By whatever measure, therefore, China's economy considerably outgrew that of the U.S.

Such factual data is particularly illuminating in light of a consistent misrepresentation in certain parts of the financial media that China's economy is in a "crisis" or "severe slowdown," while the U.S. is undergoing "rapid growth." The data shows that, on the contrary, China not only continued to be the world's most rapidly growing major economy but continued to significantly outgrow the U.S.

A selection of headlines gives the flavor of what facts now show to have been unjustified "scare stories" about China. In January 2014, the Financial Times ran an article headlined "China's debt-fuelled boom is in danger of turning to bust." In April, another Financial Times headline declared "China's crisis is coming - the only question is how big it will be." In October, the American Enterprise Institute announced "An economic mess in China."

American academic Michael Pettis is a favorite source in such articles - the U.S. financial website Zero Hedge featured an article entitled "A Chinese Soft-Landing Will Inevitably Lead To A 'Very Brutal Hard Landing,' Pettis Warns." The Financial Times carried several articles by George Magnus, former Senior Economic Adviser to Swiss bank UBS, who predicts a coming slowdown of China's economic growth to 3.9 percent.

The contrast between such headlines and the actual economic results was therefore striking.

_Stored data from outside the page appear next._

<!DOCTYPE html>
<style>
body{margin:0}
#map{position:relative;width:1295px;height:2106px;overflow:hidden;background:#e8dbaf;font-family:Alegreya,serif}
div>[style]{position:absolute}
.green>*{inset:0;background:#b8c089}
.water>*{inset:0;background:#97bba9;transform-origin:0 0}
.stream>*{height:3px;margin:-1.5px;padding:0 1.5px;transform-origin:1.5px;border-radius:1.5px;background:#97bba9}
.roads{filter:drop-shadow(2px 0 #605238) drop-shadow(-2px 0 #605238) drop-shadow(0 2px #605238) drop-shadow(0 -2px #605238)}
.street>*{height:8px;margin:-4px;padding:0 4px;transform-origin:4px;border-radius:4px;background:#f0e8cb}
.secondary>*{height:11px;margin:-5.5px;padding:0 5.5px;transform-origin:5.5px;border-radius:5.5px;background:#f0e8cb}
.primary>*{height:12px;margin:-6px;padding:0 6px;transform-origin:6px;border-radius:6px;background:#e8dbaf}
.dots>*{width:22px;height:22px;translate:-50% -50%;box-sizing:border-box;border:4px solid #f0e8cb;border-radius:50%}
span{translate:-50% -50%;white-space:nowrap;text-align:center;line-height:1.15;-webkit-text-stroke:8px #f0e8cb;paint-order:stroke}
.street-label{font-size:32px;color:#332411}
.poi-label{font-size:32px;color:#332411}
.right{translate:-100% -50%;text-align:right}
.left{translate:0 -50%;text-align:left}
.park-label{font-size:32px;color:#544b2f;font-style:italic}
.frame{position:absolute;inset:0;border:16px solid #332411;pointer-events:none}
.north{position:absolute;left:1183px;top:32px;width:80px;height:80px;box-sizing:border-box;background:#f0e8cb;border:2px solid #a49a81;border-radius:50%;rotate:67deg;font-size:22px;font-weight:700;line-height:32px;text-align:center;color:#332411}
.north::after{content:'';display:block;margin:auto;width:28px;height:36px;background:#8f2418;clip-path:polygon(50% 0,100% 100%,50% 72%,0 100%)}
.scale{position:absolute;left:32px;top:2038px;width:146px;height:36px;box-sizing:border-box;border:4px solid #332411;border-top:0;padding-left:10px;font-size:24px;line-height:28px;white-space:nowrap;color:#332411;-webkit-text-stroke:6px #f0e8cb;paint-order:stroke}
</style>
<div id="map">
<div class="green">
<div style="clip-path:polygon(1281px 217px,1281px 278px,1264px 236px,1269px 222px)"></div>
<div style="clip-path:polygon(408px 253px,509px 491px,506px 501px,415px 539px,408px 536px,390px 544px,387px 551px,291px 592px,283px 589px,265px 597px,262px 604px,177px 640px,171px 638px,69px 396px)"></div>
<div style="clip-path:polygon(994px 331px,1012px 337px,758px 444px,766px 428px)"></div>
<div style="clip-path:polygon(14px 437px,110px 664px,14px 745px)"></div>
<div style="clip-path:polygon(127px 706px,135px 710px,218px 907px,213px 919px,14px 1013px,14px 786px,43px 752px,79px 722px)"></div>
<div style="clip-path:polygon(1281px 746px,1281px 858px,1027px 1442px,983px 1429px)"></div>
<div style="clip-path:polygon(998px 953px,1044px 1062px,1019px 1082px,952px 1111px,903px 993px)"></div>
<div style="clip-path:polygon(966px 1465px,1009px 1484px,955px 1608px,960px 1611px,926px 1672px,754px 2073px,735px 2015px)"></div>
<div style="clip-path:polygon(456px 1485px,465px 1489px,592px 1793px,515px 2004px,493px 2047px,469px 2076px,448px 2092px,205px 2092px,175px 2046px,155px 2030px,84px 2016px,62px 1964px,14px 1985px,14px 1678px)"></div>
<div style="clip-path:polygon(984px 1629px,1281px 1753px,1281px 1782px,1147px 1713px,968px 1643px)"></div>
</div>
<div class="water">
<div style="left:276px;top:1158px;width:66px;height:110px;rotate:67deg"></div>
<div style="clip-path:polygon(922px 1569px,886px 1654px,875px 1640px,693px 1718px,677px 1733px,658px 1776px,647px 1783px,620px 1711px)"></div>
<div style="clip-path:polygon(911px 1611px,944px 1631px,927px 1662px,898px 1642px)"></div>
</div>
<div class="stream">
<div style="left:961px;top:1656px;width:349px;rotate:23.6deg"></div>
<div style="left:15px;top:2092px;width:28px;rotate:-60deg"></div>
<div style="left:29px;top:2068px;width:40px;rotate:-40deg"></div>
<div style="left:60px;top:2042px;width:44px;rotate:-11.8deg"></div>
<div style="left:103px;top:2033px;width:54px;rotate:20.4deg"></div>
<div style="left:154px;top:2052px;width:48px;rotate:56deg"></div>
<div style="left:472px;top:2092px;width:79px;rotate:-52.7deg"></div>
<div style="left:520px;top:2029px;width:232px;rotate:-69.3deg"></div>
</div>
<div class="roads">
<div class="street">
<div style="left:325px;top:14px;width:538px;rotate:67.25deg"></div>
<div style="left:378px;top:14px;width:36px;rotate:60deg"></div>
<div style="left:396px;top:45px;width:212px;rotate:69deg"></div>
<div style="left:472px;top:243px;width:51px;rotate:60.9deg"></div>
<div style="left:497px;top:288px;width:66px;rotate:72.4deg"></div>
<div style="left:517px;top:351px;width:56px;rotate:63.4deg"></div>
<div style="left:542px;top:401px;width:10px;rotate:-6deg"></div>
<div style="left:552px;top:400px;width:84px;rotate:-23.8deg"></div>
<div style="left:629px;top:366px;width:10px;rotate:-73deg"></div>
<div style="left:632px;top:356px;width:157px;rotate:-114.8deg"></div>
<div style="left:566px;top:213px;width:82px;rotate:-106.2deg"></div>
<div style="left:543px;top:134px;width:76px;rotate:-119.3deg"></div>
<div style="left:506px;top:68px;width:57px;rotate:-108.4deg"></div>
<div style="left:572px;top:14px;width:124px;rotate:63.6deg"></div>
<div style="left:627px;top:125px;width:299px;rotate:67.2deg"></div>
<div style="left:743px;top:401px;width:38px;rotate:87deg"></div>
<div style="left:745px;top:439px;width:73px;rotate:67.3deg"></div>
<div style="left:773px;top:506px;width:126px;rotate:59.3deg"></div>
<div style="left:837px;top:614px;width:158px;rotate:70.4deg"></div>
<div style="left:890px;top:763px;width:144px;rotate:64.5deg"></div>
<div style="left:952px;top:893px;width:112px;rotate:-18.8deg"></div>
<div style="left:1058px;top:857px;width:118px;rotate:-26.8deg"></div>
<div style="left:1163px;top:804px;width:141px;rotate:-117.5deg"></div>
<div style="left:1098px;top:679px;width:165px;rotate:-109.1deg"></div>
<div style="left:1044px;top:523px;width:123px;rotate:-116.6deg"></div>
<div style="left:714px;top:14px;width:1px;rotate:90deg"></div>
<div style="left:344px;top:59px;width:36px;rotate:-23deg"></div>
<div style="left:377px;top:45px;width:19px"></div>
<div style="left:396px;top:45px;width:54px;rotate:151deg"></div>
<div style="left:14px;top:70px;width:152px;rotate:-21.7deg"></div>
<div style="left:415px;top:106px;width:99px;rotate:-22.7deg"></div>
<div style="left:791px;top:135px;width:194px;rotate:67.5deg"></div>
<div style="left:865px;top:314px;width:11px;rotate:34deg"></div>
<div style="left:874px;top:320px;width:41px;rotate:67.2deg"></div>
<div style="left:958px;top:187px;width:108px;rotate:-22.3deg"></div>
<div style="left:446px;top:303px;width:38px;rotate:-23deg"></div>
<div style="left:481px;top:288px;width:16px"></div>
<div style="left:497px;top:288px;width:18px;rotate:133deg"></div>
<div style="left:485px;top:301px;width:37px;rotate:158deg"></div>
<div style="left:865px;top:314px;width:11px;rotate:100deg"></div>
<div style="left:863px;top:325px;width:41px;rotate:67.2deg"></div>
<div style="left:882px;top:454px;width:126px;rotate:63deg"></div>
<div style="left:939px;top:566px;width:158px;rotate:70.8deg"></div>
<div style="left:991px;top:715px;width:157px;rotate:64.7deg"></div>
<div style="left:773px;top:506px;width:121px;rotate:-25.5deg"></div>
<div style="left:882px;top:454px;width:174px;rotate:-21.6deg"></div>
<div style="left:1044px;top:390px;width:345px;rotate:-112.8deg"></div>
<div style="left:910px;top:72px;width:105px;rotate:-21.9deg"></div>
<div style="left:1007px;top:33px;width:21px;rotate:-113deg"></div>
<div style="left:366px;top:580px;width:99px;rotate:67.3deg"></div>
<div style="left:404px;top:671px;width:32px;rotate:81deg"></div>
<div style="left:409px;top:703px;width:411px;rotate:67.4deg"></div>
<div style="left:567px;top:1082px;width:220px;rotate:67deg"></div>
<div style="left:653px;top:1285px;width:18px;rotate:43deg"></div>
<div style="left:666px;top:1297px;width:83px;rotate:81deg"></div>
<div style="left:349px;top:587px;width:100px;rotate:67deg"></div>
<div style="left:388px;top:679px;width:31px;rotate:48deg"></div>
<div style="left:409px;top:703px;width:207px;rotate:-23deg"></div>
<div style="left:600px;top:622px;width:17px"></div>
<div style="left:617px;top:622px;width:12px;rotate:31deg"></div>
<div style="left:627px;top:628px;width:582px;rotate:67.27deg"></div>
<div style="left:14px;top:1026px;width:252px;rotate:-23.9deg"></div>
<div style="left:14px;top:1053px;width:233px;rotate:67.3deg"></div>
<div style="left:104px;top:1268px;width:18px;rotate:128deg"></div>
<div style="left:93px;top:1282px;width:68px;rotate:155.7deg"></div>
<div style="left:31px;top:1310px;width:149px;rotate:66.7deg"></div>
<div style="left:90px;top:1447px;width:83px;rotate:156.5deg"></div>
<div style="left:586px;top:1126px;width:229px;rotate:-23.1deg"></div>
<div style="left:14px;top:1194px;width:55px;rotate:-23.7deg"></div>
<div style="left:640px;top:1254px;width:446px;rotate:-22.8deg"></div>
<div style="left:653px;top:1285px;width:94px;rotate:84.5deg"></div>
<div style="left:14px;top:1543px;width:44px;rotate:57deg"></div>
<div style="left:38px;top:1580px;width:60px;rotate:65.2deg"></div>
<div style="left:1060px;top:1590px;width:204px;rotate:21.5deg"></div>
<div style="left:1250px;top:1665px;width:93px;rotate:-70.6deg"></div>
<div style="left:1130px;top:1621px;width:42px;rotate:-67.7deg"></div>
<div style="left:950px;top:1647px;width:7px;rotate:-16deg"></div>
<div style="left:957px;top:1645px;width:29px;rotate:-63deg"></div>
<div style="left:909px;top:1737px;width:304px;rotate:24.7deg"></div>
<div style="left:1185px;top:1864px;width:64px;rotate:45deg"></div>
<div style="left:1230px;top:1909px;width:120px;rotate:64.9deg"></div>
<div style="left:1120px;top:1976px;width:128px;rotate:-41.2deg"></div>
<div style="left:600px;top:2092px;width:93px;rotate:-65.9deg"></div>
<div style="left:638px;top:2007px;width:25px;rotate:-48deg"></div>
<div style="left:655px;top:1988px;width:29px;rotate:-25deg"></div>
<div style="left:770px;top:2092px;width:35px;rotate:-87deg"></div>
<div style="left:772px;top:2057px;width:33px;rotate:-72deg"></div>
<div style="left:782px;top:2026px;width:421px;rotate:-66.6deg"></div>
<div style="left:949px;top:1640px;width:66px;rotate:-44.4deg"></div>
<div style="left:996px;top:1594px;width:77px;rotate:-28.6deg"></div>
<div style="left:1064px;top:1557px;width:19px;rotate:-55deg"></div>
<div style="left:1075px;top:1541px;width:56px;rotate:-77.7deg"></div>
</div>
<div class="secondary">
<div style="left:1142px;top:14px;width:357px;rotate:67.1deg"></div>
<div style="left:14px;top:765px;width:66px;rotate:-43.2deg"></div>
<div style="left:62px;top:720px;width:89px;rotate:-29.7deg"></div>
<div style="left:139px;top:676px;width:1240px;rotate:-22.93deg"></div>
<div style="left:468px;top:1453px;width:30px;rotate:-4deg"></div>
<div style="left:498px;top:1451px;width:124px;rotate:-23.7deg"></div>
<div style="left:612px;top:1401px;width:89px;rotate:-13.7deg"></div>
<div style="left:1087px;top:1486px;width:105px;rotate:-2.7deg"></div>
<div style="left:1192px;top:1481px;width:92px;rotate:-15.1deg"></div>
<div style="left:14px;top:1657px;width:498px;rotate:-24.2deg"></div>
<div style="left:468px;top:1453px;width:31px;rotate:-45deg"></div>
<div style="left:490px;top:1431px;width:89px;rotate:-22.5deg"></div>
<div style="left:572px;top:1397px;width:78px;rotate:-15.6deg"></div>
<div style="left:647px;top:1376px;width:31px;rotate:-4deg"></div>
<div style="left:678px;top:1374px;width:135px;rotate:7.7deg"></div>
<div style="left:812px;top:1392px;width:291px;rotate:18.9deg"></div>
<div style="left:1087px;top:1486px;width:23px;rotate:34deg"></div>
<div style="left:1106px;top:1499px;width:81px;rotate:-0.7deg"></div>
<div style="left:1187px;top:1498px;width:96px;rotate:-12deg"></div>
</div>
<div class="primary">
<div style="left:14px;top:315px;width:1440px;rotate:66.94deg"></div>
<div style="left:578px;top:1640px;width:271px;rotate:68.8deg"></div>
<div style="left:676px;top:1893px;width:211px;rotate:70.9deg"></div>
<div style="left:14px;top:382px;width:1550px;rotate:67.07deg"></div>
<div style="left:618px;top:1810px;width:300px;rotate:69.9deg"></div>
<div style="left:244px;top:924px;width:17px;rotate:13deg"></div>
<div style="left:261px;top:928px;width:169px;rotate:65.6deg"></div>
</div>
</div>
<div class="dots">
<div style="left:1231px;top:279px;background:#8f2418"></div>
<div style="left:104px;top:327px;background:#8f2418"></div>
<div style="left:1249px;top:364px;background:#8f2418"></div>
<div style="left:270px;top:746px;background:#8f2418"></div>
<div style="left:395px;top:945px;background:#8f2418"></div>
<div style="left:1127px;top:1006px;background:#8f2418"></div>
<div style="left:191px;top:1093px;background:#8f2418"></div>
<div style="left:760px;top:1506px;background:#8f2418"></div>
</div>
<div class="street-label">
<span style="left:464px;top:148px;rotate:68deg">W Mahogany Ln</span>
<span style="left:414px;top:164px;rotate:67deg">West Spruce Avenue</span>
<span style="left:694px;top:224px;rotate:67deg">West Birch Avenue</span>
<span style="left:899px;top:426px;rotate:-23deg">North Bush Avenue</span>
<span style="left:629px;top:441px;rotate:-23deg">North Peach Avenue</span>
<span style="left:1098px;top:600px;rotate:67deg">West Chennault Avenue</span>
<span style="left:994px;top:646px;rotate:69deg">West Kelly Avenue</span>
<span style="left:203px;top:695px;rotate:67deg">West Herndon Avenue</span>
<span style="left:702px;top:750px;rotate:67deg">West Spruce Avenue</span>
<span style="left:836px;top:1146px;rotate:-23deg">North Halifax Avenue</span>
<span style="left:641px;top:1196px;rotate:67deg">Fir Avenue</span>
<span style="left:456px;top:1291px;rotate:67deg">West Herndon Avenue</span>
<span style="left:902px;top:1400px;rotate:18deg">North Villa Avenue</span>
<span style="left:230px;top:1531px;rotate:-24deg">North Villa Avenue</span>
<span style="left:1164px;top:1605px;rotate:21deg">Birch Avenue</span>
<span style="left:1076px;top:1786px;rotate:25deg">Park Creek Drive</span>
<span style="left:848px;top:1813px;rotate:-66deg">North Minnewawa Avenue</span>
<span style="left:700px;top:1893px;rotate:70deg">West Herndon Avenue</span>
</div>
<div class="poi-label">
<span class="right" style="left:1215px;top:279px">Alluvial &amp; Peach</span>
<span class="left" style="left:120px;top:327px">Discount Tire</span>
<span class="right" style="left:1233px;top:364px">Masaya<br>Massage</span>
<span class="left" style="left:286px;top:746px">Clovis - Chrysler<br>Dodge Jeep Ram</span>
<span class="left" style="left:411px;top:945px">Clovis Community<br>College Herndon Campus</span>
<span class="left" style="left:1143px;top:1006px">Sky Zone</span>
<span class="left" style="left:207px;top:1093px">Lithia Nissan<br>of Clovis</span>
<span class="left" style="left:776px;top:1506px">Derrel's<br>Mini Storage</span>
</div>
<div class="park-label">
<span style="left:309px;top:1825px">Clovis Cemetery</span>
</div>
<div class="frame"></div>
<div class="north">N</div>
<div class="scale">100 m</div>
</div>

But such inaccurate material recycles a decades-old genre of what may be termed "fictional economics" predicting the coming "crisis" or "drastic slowdown" in China. This was not confined to fringe publications but involved persistently inaccurate projections by major Western media. For example, in 2002 Gordon Chang wrote a book entitled "The Coming Collapse of China," the thesis of which is self-explanatory. Chang argued, "A half-decade ago the leaders of the People's Republic had real choices. Today they do not. They have no exit. They have run out of time." Over a decade later, since time has not yet run out, one might expect that such an author's analysis would be disregarded. But instead, Chang was featured by Forbes and Bloomberg TV as a "China expert."